Кто-то колотил камнем во внешнюю дверь убежища — DN, DN, тире-две точки. Тире-точка! Ну конечно же, Бремен — морской город, как еще подать сигнал запертым в бункере? Вот и пригодились, казалось бы, накрепко позабытые и ненужные во взрослой жизни знания ранней юности!
— Поднимайтесь! — громко сказал я. — Господин Аппель?
— Слышу, — донеслось из полутьмы. — Тоже опознали код? Кажется, нас все-таки откопали. Пойдемте, взглянем. Надеюсь, это не английский десант. Но если так, я буду отбиваться гербовой печатью, а вы забрасывайте противника чернильницами.
Я нервно усмехнулся.
Тяжелая дверь с неприятным скрипом отошла в сторону. Я зажмурился: день пасмурный, но все равно утренний свет оказался слишком ярким.
— Как вы нас напугали, — послушался знакомый голос. Опознать нетрудно, это Густав фон Холленбройх, адъютант Мильха. — Мы думали, что случилось худшее.
«Я их напугал, надо же! Я!»
Ого, да здесь не меньше полусотни людей — военные, рабочие «Организации Тодта» в оливковой «богемской» униформе, несколько гражданских, полицейские. К спасению моей персоны из подземного узилища приложены немалые силы. Мильх постарался, никаких сомнений.
Пейзаж претерпел изменения в радикально худшую сторону: здание штаба ОТ исчезло, снесено до фундамента — похоже, бомба угодила точнехонько в него. Деревья в парке напротив сгорели, голые черные стволы еще дымятся. Соседние дома частично обрушились, а вот каменная лютеранская церковь в сотне метров вверх по улице, судя по виду, не пострадала вовсе — сверкает цветное стекло витражной розетки на фасаде; как не выбило ударной волной, непонятно.
— Архив и текущая документация, — замогильным голосом сказал Аппель, стоявший за моей спиной. Первое о чем он подумал, увидев руины штаба. — Расстрелял бы Черчилля самолично!
— Если вам и повезло в том, что бумаги сгорели и избавили от лишнего балласта, — фыркнув, отозвался я, — все же лучше не рассчитывать на повторение подобных событий, которые будут постоянно привносить в работу необходимую свежесть. Юлиус, забудьте! Я не стану требовать строгой отчетности, обещаю.
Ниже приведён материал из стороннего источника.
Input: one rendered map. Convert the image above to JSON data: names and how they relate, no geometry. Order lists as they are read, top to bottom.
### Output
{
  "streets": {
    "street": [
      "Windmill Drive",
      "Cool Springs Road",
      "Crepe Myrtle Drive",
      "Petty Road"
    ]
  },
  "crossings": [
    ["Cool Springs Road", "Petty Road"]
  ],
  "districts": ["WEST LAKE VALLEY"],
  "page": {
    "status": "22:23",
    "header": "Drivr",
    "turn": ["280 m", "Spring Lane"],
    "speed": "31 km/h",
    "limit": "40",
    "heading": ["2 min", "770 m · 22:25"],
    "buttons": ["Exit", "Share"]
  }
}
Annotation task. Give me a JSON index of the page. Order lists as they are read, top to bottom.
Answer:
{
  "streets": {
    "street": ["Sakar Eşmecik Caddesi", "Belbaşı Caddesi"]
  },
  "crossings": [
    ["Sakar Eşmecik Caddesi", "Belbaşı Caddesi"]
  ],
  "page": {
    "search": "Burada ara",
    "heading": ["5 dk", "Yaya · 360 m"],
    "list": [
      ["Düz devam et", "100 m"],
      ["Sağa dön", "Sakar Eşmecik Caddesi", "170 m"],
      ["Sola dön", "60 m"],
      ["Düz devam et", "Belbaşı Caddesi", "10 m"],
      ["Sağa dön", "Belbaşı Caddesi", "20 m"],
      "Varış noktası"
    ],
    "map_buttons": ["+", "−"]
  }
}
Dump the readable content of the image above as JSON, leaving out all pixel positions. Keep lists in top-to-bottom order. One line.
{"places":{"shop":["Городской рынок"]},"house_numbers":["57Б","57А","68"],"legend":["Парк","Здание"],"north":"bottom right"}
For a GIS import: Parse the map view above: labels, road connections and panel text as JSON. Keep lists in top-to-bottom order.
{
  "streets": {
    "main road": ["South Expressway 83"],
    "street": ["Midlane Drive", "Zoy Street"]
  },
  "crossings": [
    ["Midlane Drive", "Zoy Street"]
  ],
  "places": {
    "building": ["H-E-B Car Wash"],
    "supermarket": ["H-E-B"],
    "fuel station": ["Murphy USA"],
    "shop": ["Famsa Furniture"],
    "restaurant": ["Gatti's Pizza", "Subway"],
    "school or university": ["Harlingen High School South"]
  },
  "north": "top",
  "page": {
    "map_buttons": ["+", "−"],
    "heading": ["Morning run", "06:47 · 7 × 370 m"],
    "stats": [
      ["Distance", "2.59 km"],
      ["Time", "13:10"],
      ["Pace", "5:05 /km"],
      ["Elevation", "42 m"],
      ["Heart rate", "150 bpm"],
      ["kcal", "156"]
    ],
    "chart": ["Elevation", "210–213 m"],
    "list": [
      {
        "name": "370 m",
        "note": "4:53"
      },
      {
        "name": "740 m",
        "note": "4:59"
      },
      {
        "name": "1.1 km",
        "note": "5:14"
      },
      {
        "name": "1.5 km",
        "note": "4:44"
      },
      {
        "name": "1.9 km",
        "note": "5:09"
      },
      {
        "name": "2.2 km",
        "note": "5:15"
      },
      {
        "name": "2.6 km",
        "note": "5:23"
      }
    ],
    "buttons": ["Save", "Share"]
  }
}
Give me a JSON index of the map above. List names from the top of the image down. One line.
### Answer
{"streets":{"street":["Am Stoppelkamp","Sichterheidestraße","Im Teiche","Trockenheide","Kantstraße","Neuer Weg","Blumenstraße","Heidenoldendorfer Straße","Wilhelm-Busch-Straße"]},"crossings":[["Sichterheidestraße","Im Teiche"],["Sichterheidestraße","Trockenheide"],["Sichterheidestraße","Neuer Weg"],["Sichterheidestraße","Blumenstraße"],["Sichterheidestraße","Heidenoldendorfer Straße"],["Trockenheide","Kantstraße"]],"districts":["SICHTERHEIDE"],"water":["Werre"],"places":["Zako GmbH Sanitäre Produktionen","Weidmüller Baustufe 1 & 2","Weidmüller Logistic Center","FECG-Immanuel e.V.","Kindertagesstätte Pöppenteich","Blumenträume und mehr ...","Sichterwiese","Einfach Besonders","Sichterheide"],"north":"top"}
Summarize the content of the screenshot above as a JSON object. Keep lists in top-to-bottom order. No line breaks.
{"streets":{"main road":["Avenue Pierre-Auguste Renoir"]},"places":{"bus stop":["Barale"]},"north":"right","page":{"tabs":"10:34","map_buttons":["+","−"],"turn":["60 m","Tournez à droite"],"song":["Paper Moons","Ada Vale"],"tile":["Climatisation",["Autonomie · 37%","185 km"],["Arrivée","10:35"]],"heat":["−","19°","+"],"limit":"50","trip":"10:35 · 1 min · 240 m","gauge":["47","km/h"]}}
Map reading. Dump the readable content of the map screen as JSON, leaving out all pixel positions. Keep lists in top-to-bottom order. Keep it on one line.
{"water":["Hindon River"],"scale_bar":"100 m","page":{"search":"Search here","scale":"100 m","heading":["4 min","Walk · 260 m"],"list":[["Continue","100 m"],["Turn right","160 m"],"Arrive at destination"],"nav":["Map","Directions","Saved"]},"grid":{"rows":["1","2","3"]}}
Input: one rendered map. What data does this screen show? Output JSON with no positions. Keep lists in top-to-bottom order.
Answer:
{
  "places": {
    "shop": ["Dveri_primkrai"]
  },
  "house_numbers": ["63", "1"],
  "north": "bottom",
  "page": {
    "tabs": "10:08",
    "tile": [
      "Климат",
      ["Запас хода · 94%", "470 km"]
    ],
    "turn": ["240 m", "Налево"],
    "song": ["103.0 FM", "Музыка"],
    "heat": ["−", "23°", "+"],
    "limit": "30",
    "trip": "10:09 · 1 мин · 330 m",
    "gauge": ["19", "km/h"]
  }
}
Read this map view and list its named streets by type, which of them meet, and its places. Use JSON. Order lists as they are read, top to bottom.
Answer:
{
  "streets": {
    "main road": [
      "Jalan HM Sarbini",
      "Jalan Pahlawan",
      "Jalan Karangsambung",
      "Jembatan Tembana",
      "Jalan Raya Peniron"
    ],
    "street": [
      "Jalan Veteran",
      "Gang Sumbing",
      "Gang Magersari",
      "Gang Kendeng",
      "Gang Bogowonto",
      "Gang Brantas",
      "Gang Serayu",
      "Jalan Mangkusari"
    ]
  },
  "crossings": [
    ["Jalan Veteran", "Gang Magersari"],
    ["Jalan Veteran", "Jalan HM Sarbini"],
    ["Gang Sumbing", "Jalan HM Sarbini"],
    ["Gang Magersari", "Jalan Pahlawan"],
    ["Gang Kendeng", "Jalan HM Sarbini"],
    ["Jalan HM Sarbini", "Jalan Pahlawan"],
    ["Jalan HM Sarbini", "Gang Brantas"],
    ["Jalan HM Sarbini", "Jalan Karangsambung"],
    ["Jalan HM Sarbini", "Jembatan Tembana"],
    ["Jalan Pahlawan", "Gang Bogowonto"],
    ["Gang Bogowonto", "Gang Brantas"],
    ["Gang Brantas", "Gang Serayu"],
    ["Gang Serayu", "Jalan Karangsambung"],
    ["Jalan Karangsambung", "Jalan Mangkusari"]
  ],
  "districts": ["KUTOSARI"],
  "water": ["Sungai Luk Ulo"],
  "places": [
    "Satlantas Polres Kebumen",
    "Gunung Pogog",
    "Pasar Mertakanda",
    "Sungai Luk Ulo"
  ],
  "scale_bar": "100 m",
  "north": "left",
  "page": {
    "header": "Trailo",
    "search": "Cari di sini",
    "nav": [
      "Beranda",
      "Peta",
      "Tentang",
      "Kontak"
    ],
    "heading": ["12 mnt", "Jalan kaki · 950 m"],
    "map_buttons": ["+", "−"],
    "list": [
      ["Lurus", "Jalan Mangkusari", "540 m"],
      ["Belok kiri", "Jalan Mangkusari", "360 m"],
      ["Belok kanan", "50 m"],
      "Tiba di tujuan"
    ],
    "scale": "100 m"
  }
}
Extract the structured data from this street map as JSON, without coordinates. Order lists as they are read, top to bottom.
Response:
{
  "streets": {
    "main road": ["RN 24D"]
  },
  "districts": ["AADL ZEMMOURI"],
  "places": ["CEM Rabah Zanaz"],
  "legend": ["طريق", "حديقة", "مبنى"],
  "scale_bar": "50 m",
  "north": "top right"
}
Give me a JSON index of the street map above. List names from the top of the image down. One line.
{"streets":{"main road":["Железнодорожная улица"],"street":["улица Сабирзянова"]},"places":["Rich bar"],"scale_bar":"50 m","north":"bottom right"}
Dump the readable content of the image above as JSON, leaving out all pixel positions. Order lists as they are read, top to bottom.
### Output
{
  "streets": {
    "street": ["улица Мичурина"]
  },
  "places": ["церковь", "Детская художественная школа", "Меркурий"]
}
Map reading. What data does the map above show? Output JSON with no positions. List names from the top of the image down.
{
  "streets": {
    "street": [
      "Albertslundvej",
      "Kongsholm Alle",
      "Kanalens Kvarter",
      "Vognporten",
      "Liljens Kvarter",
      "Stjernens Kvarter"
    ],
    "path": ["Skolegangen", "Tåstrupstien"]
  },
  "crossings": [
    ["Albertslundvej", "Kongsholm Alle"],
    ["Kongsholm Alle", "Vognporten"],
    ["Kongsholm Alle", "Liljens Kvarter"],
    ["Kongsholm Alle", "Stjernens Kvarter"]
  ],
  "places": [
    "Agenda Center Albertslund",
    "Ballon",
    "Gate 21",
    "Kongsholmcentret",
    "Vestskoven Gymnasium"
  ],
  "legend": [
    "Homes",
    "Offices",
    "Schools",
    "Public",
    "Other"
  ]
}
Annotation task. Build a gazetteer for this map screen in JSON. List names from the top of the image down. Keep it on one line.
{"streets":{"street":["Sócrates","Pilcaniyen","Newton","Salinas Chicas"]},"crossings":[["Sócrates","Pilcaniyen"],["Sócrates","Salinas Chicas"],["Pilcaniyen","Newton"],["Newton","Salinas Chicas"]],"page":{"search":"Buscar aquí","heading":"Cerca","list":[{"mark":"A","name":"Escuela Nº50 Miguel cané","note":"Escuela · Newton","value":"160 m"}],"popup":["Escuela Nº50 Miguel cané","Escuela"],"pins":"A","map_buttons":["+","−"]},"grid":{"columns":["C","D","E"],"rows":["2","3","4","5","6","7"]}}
Главное — все живы!
— Это нужно заканчивать, — после короткой паузы вполголоса сказал айнзатцляйтер, исподлобья поглядывая на кирпичное крошево и обгоревшие листки, гоняемые ветерком. — Заканчивать как можно скорее. Немедленно. Как угодно. Вы понимаете, что я имею в виду, доктор.
— Господин Шпеер, — шагнул вперед фон Холленбройх. Вид у подполковника был озадаченный, вероятно, он не получил четких инструкций от фельдмаршала, что со мной делать, буде рейхсминистр отыщется живым и здоровым. — Прикажете сопроводить в Дельменхорст на аэродром? Если нет других распоряжений?
— Поезжайте, мы справимся, — Аппель дружески тронул меня за плечо. — Здесь вам делать нечего, доктор. Это не ваша задача. Отправляйтесь. Всё необходимое вы успели сделать. Благодарю за приятную компанию, мы отлично провели минувший вечер. Со смыслом.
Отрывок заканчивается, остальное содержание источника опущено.